Fakebook
My eleven year old son is mad at me. He's the only one of his peers who isn't allowed to have a Facebook account. I can handle him being annoyed with me about this, it's simple to me. I won't let him lie about his age and claim to be thirteen. That just seems wrong.
It's very clear-cut. In fact it's just about the ONLY clear-cut thing to me these days. When he's thirteen I'll sign him up myself. I have an account. I have nothing against it, and can see how it could even be a useful, if not insanely hovering, way to keep track of him, see what he and his pals are talking about, and so on and so forth.
A few months ago I sat with him to help him sign up for Facebook and it kept refusing him. Eventually I realized it was because he was too young. We tried to sign him up again, and I just kept looking at the birth-years it was offering. Having him claim to be born in 1996 was just so wrong to me.
I'm not always this clear on things. I don't have a firm stance on teeth-brushing (once a day is fine? skip it? no problem), movie ratings (I took him to see R-rated Kick-ass a few weeks ago and we both loved it), and we have very few limits on television--even just let him watch this (particularly brutal) season of 24. And in many ways I'm more permissive than many of these other moms. He's been riding the subway independently since he was ten, and did I mention I took him to see Kick-ass?

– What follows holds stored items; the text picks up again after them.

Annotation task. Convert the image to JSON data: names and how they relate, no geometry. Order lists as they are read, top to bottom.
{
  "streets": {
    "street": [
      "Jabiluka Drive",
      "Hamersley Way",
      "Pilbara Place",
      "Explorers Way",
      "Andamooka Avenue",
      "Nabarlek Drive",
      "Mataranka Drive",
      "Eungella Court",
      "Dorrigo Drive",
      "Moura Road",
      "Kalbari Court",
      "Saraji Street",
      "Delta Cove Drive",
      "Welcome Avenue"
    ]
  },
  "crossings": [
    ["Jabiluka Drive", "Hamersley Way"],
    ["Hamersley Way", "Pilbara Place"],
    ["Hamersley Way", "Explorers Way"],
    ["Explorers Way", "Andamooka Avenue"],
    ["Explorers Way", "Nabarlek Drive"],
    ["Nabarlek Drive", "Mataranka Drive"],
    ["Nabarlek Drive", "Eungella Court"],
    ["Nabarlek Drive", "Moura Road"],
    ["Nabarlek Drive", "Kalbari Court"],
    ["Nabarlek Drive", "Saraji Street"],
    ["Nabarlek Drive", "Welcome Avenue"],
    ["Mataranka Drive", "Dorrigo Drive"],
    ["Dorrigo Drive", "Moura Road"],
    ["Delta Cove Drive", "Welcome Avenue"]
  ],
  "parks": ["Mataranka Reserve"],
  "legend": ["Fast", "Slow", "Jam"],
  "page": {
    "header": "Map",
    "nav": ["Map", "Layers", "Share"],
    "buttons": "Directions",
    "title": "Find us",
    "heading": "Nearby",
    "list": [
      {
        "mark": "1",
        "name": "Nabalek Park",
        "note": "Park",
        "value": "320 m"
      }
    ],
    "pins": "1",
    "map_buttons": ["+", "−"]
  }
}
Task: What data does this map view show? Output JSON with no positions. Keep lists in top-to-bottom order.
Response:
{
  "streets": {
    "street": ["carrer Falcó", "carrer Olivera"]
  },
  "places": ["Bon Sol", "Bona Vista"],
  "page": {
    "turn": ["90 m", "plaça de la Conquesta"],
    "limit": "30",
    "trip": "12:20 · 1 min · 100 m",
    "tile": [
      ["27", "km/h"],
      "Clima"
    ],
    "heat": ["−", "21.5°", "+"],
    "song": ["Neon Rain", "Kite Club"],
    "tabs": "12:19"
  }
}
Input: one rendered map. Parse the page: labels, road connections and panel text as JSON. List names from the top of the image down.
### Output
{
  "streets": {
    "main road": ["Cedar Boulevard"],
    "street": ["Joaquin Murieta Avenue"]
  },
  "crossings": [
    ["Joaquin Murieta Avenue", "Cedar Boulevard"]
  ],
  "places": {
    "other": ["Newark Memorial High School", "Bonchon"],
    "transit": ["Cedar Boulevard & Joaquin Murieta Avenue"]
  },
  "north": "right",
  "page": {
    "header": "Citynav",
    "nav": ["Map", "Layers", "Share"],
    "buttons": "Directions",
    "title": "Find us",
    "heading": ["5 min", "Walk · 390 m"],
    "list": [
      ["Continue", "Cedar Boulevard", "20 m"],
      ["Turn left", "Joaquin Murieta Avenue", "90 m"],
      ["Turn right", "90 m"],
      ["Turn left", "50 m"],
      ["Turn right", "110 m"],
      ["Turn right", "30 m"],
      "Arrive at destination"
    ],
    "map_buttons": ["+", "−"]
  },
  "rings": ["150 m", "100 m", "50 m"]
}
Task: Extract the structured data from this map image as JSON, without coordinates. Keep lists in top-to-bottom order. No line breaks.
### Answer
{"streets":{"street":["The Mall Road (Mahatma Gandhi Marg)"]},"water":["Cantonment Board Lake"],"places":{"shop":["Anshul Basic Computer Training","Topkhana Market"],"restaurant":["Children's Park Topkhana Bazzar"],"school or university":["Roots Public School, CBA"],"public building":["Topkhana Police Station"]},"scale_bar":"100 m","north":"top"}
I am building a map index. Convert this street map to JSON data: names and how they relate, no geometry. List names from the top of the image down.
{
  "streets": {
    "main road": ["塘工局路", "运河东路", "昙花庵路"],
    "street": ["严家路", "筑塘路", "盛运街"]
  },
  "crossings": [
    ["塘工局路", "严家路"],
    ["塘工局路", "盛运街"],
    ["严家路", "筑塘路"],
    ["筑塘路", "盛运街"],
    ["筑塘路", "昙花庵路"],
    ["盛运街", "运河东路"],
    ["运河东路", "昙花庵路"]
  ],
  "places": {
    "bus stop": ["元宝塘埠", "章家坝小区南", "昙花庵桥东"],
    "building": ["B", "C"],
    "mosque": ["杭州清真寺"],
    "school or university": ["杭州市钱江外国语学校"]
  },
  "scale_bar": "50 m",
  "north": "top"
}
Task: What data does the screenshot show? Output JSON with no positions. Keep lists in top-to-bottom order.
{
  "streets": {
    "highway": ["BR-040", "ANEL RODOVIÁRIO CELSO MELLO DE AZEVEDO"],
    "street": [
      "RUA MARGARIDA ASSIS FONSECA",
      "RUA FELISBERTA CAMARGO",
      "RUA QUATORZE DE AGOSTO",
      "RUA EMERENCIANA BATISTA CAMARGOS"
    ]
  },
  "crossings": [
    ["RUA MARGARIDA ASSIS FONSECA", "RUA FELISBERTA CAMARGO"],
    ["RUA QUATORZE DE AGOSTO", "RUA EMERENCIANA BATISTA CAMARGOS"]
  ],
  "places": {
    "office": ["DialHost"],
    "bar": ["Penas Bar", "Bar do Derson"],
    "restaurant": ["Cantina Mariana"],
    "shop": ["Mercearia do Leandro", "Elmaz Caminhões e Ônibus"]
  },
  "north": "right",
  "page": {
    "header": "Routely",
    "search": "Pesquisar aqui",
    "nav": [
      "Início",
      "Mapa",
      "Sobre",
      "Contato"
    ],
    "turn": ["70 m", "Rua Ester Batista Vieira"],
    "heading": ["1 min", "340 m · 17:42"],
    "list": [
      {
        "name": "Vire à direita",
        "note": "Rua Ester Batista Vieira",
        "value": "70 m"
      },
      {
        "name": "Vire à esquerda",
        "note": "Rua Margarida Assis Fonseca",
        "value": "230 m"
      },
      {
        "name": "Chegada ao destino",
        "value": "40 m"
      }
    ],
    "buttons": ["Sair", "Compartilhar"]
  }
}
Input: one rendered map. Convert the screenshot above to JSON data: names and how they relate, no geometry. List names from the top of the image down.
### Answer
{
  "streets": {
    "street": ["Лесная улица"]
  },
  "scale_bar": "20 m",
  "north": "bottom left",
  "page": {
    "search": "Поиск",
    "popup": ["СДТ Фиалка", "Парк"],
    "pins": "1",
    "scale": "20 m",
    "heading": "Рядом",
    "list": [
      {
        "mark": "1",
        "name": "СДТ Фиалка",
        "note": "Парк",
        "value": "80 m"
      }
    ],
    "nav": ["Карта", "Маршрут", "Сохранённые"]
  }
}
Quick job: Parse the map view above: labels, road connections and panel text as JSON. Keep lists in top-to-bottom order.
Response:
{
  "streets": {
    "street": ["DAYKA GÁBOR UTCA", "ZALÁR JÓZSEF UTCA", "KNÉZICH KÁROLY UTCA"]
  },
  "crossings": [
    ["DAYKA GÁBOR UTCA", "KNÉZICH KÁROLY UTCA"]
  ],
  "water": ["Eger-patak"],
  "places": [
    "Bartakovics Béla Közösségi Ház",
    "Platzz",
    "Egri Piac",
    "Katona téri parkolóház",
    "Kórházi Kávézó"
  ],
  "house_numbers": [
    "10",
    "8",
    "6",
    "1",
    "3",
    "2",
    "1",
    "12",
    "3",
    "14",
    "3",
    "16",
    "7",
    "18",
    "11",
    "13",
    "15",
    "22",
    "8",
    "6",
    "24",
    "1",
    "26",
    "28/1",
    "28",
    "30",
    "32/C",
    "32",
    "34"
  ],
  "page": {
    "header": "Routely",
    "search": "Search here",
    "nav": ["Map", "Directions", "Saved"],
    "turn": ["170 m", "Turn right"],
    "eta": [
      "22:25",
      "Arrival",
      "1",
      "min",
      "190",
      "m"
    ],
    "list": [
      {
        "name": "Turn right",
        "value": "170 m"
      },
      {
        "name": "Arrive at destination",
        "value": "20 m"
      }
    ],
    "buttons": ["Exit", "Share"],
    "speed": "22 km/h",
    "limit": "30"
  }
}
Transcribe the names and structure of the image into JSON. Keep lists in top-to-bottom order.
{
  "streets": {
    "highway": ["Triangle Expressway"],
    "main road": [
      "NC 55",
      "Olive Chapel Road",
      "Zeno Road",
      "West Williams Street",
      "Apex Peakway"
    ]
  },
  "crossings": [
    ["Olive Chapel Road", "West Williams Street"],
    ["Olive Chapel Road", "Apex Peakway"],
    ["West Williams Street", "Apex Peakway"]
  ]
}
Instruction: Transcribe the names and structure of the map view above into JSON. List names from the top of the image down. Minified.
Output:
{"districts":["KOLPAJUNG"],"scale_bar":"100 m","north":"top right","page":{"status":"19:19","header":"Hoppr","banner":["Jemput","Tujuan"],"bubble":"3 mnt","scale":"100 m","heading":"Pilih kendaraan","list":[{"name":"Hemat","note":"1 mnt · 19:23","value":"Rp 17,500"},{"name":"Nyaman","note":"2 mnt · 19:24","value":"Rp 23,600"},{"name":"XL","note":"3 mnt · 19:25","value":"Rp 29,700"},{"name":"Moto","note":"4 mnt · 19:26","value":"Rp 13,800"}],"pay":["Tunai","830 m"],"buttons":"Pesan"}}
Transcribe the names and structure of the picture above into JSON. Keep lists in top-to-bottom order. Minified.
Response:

I've always enjoyed letting him be as up on what's current as he wants to be; I'm happy to send him out into the world able to keep up with water-cooler conversation. His love of Yu-gi-oh, and his ability to hold his own in a conversation about it, is what firmed up a bunch of his friendships on the first day of kindergarten, when he went off--painfully shy--to a brand new school. In theory I'd love him to have a Facebook account so he could communicate with every other boy in his class who has one. His email box is always full of new invitations to join. He can't believe I won't let him.
And I can't believe I'm the only hold-out. I'm universally undecided about things, and easily swayed.
I have a friend who feels like tattoos are the devil (I don't) and would much rather have her daughter pierce her belly button than ever ever get a tattoo. This baffles me, and reinforces for me how wishy-washy I tend to be about certain things. In my mind the piercing is so much more drastic. But tattoos or piercings? I don't know how I feel about them. And in reality, I'd probably be fine with either one.
But lying to join Facebook? I'm clear on this. I've let him order things online where he's had to check a box saying he was 18--because it was a one-time purchase and he was just the one at the keyboard handling the transaction. But claiming to be two years older to enter into this whole Facebook thing just seems drastic. He'll probably be on Facebook for the rest of his life. It's a longtime relationship, not a one-off like a movie or a pair of sneakers. I had a shtick at one point about how he'd be aging himself by two years, and that that would just be a crazy thing to do since those extra two years would just follow you online--forever (college applications, job interviews). It does occur to me though that you can probably change your age as often as you change your profile picture or your status. Maybe that's what all his friends will do (will the people at Facebook notice that some kids stay thirteen for two or three years?) Still. It just seems wrong.
And all of his friends are doing it? What are all of these parents thinking? Some of the most hyper-worried overly protective moms I know are allowing their eleven year olds to claim to be thirteen? Seriously, I'd love to know why. And not because I'm freaky-prudish about things because I am not freaky-prudish about anything. I'd just love to know how they justify it. I'm very curious to know how I--of all people--am the single unflinching parent out here. I am never THAT parent.